Innately, my being with others brings out ways in which I feel similar to them to start with, so I find it more useful to seek for differences to establish my own autonomy and stop the need to second-guess what they think of me. Usually it doesn't make much difference to me whether MY choice or points are the ones chosen. This was a feature so often that I would get lost in decision-making with too many options that are equally attractive or are canceling out each other. In my past I often needed to physically get away from others so I could determine my own thoughts on matters, because I was "too" compassionate.

Offering possible alternatives or giving out some more choices isn't perfect as a strategy, but people who get to know me usually understand my motives of why I'm saying such things. Now that I use contrasting to reveal differences, it works so well for me - so much that now I have become the one who seems imposing or threatening!

Also, I have come to appreciate how others in my subculture wouldn't as a rule bother to spell out what is so personal in so much detail, if they did not personally care about it. So that's why my motives of why be talking about assumptions is often misunderstood. Others have often reacted like I'm blowing up the issue beyond all proportion or prematurely bringing up issues that seem petty or don't have enough reason to change now. I bring things up like this because I have come to appreciate how long it takes to change a significant character feature or thinking strategy.

Can you and I find a way around this issue of advice/respect between us, even if we are both willing? I'm willing and, I think, able to change myself to accommodate communication in this case, but I might not be able to deliver in the limited time we have together. As a rule of thumb, I want to start working on changing it long before it becomes a problem. You may not feel it's worth it. So, let me know and I'll be happy to just avoid or mitigate the issue in the future as well as I can. But it's not in my nature to ignore such a thing without having agreed to do so. I really hate it when the tacit agreement seems to be "it's easier to ask for forgiveness than agreement."

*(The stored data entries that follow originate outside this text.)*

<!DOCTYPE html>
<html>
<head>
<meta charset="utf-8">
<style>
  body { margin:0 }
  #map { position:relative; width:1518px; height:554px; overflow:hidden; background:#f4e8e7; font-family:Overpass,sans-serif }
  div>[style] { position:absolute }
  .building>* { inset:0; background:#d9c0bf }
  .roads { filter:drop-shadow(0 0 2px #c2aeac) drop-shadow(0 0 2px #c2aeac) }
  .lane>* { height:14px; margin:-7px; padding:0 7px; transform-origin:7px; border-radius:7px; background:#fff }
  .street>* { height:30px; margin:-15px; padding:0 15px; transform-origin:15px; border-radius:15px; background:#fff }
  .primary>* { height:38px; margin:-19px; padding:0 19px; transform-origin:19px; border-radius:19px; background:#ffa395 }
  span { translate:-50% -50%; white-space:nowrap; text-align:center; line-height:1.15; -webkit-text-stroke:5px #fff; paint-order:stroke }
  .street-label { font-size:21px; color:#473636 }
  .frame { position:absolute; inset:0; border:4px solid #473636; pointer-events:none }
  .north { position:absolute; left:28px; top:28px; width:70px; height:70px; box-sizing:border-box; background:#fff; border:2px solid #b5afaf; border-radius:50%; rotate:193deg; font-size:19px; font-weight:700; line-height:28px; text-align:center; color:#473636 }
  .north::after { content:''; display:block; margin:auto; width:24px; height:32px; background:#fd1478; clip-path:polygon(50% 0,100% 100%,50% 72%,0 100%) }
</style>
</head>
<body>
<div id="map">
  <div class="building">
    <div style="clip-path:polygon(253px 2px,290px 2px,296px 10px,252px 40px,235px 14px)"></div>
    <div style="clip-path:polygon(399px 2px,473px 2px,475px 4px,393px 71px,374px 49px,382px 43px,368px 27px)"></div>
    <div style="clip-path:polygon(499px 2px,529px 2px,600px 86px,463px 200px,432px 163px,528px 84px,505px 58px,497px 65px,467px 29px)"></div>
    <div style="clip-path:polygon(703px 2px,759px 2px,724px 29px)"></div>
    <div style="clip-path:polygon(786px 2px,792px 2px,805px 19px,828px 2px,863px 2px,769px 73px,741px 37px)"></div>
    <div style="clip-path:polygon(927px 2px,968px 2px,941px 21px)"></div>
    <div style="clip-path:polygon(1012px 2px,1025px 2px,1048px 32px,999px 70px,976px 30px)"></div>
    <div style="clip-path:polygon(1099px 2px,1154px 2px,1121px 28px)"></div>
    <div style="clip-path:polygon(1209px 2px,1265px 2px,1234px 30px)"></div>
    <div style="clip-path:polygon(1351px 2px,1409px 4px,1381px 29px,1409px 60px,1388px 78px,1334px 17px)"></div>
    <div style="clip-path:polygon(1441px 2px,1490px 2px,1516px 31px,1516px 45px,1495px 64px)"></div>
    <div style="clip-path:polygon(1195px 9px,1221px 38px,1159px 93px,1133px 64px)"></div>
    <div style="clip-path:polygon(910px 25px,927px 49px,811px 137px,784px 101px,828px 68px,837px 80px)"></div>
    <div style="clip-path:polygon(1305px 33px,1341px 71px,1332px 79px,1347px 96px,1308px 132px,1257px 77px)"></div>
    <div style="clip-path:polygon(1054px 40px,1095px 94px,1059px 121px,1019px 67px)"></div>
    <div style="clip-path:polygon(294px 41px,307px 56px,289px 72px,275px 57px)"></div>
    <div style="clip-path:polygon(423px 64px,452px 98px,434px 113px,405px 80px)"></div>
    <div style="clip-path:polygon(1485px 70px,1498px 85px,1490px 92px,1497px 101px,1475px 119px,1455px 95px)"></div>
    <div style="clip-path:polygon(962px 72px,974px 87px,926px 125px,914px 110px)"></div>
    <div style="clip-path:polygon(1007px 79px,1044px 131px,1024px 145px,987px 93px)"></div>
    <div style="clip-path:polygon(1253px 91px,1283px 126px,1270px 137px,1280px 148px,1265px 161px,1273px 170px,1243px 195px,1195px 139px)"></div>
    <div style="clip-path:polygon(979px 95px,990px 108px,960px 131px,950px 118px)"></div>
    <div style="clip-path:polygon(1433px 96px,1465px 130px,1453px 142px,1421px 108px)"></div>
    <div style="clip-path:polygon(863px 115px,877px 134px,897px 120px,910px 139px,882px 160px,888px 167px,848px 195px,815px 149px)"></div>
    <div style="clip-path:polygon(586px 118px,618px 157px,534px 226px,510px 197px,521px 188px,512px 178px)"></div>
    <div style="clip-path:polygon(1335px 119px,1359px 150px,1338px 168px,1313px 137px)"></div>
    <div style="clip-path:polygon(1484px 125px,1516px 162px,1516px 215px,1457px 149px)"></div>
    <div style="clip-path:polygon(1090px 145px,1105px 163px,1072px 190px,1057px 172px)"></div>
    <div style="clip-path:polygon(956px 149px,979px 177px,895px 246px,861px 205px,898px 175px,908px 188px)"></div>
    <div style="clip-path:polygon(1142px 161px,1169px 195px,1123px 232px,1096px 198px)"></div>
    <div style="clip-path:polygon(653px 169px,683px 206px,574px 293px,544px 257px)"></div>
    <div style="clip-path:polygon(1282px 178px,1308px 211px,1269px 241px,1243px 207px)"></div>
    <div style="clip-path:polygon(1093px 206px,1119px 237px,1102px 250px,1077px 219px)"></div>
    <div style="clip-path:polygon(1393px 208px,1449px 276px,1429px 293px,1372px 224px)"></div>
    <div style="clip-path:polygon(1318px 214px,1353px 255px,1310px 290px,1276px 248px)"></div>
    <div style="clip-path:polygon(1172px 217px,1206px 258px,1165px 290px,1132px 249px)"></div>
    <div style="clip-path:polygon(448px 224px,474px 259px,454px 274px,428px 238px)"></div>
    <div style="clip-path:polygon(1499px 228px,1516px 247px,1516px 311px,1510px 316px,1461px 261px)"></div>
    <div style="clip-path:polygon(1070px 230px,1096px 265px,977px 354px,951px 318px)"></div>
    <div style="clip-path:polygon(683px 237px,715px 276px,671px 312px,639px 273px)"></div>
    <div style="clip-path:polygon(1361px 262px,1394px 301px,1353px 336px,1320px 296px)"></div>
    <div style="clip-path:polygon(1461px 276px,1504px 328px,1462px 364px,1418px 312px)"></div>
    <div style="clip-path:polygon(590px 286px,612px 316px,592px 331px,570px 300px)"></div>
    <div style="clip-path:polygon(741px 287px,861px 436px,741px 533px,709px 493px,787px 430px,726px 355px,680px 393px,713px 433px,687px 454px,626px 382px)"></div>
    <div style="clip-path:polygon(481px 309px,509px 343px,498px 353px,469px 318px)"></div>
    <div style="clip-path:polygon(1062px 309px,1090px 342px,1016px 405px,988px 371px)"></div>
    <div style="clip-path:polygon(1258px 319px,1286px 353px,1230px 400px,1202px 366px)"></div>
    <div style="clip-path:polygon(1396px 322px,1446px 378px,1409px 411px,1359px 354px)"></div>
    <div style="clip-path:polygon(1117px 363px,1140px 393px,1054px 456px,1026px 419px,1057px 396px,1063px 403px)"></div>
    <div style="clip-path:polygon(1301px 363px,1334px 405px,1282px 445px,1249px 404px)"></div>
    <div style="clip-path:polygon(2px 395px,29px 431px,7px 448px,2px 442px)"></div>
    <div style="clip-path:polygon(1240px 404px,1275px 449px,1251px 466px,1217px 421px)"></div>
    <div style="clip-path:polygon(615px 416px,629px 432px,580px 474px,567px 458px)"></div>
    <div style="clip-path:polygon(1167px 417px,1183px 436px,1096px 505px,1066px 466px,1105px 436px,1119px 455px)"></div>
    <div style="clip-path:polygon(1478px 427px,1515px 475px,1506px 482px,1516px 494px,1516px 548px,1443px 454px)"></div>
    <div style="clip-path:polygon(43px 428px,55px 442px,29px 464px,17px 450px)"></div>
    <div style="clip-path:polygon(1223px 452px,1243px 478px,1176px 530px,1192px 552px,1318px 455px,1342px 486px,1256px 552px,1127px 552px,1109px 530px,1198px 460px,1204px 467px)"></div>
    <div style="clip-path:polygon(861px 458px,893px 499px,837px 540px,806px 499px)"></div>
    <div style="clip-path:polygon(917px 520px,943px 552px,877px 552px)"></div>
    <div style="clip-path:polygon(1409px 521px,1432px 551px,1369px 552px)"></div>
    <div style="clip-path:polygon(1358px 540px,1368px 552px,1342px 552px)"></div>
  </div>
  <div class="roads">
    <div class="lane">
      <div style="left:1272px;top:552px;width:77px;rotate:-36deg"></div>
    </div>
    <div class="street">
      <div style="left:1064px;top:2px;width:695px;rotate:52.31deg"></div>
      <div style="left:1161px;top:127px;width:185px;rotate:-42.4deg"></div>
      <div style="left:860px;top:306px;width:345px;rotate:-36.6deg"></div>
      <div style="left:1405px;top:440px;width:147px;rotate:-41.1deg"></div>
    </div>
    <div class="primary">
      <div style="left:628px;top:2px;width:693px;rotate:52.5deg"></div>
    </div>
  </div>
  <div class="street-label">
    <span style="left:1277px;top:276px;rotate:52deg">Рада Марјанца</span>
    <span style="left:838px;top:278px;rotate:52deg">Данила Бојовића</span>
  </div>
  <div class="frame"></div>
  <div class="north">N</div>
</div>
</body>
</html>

Sometimes I do have something to gain for which I am negotiating. Especially when others are going to be giving up something for me to be involved, I want to offer a benefit to them and find out if it's worth it to them to get or have what I'm offering. It is OK with me that they would that your needs be put first - it's not "selfish" because we spell out and agree with the priority applied. There are usually other options that can accommodate everyone's needs by compensating for arrival time rather than simultaneous fulfillment. I don't mind waiting my turn so I can get exactly what I want at some point. Who gets whose way and how long they must wait is a basic relationship ground rule to establish, according to me.

I'd love your suggestions and examples about how I could word what I mean to say in a way that is easier for you to recieve. I do know that I obviously need to work on finding more tactful ways to deliver information (to not just you) about ways to do stuff easier and how to remind in a way that would help people remember points that I can tell are missing.

In the meantime, please try to take the benefit of what I say without being defensive about how I'm saying it. Please don't become more touchy about this as I get more skillful and tactful and start to improve too gradually after you've gotten to the end of your rope, OK?